Banca & Finanças Banco de Portugal retira área de supervisão a vice-governador Pedro Duarte Neves

Banco de Portugal retira área de supervisão a vice-governador Pedro Duarte Neves

Pedro Duarte Neves, sob tensão devido ao caso BES, perde poder na supervisão dos bancos. Já Hélder Rosalino, que já foi o governante responsável pelos funcionários públicos, terá os trabalhadores do banco na sua alçada.
Banco de Portugal retira área de supervisão a vice-governador Pedro Duarte Neves
Diogo Cavaleiro 09 de setembro de 2014 às 16:04

Com a entrada de dois novos membros no conselho de administração, o Banco de Portugal redistribuiu os pelouros atribuídos a cada um dos elementos que o compõe. O vice-governador Pedro Duarte Neves, cuja actuação na área da supervisão tem sido questionada devido ao escândalo Banco Espírito Santo, perde força nesse segmento.

 

Há uma "separação e rotação das diferentes áreas de supervisão" na referida redistribuição, que entra em vigor no dia em dia em que é anunciada, esta terça-feira, 9 de Setembro, num comunicado enviado às redacções.

 

Pedro Duarte Neves, que tinha a área da supervisão prudencial e que é vice-governador desde 2006, fica agora apenas responsável pela parte da estabilidade financeira.

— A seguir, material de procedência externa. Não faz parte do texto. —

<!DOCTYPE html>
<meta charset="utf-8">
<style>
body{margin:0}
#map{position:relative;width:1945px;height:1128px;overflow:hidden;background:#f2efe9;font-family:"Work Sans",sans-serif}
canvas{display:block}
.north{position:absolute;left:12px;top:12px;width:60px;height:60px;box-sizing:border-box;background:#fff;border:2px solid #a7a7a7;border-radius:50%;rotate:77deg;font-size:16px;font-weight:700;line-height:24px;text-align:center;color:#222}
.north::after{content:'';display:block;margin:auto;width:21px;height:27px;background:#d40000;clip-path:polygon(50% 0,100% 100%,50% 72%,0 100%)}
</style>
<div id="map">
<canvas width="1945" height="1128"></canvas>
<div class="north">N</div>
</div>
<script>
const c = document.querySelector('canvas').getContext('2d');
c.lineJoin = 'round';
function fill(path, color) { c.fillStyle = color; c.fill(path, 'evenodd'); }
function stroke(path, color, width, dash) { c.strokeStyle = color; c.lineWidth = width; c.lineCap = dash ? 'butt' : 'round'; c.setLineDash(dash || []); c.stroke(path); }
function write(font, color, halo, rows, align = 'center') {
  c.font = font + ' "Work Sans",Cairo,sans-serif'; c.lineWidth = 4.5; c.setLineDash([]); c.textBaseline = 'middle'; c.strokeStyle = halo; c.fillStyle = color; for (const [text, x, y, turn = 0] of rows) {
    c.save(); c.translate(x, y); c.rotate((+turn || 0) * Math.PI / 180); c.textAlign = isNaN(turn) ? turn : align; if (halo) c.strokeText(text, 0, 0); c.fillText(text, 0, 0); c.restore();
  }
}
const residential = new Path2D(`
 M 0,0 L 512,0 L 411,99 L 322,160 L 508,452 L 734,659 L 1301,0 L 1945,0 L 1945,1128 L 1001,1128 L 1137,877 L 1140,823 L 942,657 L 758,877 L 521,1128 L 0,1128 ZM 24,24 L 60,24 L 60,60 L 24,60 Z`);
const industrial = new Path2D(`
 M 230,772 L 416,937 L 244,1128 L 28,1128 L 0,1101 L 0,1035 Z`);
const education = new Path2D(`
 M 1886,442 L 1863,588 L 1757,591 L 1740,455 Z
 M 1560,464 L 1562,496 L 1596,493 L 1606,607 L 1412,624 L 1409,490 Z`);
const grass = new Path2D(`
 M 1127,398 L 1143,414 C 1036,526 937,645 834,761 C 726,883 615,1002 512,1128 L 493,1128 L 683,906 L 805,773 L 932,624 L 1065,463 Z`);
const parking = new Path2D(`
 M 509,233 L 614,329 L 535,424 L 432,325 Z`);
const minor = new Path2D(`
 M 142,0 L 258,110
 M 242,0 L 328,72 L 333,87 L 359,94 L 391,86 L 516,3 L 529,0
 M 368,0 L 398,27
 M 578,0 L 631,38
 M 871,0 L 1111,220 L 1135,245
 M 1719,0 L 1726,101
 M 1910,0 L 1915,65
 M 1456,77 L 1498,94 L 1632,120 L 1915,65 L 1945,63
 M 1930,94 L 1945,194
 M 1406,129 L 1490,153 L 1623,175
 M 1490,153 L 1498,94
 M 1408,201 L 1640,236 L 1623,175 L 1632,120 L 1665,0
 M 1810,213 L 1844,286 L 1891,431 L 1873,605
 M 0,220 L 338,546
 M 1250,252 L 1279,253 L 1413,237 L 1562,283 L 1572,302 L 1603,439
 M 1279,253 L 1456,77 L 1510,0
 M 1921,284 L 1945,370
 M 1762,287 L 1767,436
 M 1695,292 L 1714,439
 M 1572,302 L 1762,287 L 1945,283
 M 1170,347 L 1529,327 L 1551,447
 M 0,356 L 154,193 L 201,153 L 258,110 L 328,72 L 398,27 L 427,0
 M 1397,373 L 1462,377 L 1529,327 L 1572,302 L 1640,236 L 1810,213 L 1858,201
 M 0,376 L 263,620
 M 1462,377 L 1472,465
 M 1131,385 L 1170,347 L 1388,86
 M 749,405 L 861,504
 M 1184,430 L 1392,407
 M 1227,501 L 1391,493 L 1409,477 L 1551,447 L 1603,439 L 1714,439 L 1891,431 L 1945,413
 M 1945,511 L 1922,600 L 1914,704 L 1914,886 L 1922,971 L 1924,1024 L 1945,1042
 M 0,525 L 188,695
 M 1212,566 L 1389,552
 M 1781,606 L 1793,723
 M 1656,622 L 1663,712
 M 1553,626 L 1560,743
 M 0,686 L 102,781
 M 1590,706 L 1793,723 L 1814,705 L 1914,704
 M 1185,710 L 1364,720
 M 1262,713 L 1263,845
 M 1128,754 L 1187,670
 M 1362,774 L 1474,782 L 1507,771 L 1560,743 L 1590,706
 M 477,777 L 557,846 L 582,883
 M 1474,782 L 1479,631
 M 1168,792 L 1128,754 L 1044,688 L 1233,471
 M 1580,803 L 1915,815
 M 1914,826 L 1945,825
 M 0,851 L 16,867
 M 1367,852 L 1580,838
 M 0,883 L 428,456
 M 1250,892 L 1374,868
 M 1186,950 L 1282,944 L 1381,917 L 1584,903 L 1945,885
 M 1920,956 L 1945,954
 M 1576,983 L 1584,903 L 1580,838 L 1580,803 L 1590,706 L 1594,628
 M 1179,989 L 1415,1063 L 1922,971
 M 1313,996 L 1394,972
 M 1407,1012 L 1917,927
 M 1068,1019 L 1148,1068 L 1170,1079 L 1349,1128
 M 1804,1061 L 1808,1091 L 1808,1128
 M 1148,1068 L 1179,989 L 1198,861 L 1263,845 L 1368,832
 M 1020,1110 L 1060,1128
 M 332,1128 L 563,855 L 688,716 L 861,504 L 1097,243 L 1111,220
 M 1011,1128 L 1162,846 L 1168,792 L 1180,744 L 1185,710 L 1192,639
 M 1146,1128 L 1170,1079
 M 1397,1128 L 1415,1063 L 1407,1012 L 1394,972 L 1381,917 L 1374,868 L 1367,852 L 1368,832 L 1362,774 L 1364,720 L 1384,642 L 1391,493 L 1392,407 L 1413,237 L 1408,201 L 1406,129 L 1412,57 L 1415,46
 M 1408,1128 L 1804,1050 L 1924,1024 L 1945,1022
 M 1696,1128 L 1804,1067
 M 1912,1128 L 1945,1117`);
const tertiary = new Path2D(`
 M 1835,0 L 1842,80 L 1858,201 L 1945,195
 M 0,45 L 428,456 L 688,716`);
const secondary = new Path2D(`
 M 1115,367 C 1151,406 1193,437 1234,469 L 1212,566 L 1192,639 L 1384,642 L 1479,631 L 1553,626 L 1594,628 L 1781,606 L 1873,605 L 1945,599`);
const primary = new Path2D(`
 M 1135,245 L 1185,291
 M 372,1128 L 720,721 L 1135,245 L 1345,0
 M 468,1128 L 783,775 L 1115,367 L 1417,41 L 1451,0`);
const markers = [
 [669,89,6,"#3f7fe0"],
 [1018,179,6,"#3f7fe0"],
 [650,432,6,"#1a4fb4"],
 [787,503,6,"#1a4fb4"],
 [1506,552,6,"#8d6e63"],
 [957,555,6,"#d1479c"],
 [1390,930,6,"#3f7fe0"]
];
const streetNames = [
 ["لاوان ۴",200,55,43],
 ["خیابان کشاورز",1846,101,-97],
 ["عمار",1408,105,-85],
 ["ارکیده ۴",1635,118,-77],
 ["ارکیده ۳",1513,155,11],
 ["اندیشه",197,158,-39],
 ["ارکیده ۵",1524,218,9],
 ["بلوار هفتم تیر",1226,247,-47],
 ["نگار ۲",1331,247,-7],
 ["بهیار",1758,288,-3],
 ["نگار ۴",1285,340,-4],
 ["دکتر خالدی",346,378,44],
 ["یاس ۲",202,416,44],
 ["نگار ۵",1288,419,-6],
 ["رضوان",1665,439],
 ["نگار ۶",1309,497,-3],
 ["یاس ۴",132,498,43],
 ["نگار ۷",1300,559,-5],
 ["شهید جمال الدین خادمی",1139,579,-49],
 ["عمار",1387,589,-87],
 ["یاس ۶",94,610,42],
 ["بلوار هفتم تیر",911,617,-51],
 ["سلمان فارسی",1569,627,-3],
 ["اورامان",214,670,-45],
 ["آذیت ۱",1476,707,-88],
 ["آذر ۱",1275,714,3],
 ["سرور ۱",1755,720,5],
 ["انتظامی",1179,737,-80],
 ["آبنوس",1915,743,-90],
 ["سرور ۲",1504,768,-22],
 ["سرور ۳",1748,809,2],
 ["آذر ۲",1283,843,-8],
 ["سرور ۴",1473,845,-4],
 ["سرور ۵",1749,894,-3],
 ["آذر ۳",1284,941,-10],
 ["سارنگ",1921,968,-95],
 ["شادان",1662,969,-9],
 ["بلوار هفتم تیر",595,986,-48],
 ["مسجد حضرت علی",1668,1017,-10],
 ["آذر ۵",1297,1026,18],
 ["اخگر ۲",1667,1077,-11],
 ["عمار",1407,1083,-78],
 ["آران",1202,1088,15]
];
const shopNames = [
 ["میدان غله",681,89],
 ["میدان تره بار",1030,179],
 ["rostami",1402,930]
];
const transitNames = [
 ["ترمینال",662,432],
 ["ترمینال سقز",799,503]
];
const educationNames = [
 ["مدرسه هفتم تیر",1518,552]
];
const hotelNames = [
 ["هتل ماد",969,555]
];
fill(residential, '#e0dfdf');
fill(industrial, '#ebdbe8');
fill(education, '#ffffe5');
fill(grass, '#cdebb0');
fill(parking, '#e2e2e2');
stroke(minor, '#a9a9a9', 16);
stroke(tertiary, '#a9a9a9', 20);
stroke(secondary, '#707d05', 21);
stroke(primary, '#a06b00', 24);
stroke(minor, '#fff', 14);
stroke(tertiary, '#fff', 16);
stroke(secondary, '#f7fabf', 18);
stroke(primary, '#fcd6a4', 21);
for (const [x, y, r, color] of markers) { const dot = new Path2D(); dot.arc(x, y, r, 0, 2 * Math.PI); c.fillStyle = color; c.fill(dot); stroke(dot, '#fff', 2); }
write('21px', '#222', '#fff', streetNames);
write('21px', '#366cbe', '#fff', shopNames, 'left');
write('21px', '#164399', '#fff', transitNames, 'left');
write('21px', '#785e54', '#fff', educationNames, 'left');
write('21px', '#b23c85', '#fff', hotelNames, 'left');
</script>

A supervisão prudencial diz respeito à autorização e acompanhamento da actividade de instituições de crédito, nomeadamente a "observância das normas que disciplinam a actividade".

 

Esta perda de poder na supervisão prudencial acontece numa altura em que Duarte Neves se encontra sob forte tensão. O Diário Económico escreve esta terça-feira que a KPMG reitera que avisou o vice-governador de prejuízos adicionais (fruto de recompras de obrigações) do Banco Espírito Santo a 16 de Julho, enquanto Pedro Duarte Neves diz que só teve conhecimento dos mesmos a 25 de Julho. No sábado, havia sido a vez do Expresso avançar com essa informação.

 

De qualquer forma, e como já avançava o Económico, o vice-governador perde competências na supervisão. Fica com a área da estabilidade financeira a que vai juntar o departamento de estudos e de estatística, de forma a haver uma "promoção de sinergias".

 

A supervisão prudencial e todas as questões que estão relacionadas com o mecanismo único de supervisão (sob a responsabilidade do Banco Central Europeu) estarão sob a alcançada de António Varela, nomeado pelo Governo na semana passada. Varela teve de abandonar o conselho de administração do Banif após esta nomeação.

 

Rosalino com gestão de recursos humanos

 

"A supervisão comportamental e a acção sancionatória ficam com o administrador João Amaral Tomaz", indica o comunicado do Banco de Portugal. Amaral Tomaz, nomeado administrador do supervisor em 2011, também ficará responsável por promover "sinergias nas áreas de pagamento", já que lhe são atribuídos os departamentos de emissão, tesouraria e sistemas de pagamentos.

 

Já o antigo secretário de Estado responsável pelos funcionários públicos será o gestor dos trabalhadores do Banco de Portugal. Hélder Rosalino, nomeado administrador do Banco de Portugal na semana passada, terá as áreas da gestão interna, com a "atribuição dos pelouros de recursos humanos, serviços administrativos e sistemas de informação".

 

"O governador [Carlos Costa] manterá os pelouros directamente relacionados com o governo interno e as relações externas – auditoria interna, gestão do risco e relações internacionais", aponta o documento.

 

Os administradores do Banco de Portugal são nomeados pelo Governo. Neste caso, a escolha de dois novos nomes (Varela e Rosalino) foi feita para substituir Teodora Cardoso e José Godinho, já que no anterior conselho havia, então, uma diferente distribuição de pelouros.